Task brief
Would you give the data below back exactly as it reads?

Provided material
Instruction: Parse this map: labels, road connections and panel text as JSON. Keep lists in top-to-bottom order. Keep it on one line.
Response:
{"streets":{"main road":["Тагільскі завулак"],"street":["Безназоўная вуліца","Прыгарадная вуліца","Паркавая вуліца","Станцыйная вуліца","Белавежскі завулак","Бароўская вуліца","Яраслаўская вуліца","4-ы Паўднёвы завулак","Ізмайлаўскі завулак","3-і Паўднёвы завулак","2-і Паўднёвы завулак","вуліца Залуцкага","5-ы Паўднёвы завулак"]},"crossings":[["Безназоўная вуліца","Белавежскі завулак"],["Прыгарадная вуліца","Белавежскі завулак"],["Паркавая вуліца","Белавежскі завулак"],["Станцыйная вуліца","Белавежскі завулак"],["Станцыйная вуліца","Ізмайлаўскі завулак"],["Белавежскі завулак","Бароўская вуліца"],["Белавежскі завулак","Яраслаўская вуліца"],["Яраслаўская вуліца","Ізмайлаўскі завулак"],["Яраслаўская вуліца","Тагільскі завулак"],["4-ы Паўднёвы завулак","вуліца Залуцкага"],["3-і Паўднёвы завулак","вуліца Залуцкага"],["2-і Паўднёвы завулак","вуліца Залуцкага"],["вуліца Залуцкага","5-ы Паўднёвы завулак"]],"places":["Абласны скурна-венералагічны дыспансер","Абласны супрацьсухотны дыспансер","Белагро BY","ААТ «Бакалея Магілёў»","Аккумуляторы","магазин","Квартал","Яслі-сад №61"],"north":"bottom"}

Written answer
Instruction: Parse this map: labels, road connections and panel text as JSON. Keep lists in top-to-bottom order. Keep it on one line.
Response:
{"streets":{"main road":["Тагільскі завулак"],"street":["Безназоўная вуліца","Прыгарадная вуліца","Паркавая вуліца","Станцыйная вуліца","Белавежскі завулак","Бароўская вуліца","Яраслаўская вуліца","4-ы Паўднёвы завулак","Ізмайлаўскі завулак","3-і Паўднёвы завулак","2-і Паўднёвы завулак","вуліца Залуцкага","5-ы Паўднёвы завулак"]},"crossings":[["Безназоўная вуліца","Белавежскі завулак"],["Прыгарадная вуліца","Белавежскі завулак"],["Паркавая вуліца","Белавежскі завулак"],["Станцыйная вуліца","Белавежскі завулак"],["Станцыйная вуліца","Ізмайлаўскі завулак"],["Белавежскі завулак","Бароўская вуліца"],["Белавежскі завулак","Яраслаўская вуліца"],["Яраслаўская вуліца","Ізмайлаўскі завулак"],["Яраслаўская вуліца","Тагільскі завулак"],["4-ы Паўднёвы завулак","вуліца Залуцкага"],["3-і Паўднёвы завулак","вуліца Залуцкага"],["2-і Паўднёвы завулак","вуліца Залуцкага"],["вуліца Залуцкага","5-ы Паўднёвы завулак"]],"places":["Абласны скурна-венералагічны дыспансер","Абласны супрацьсухотны дыспансер","Белагро BY","ААТ «Бакалея Магілёў»","Аккумуляторы","магазин","Квартал","Яслі-сад №61"],"north":"bottom"}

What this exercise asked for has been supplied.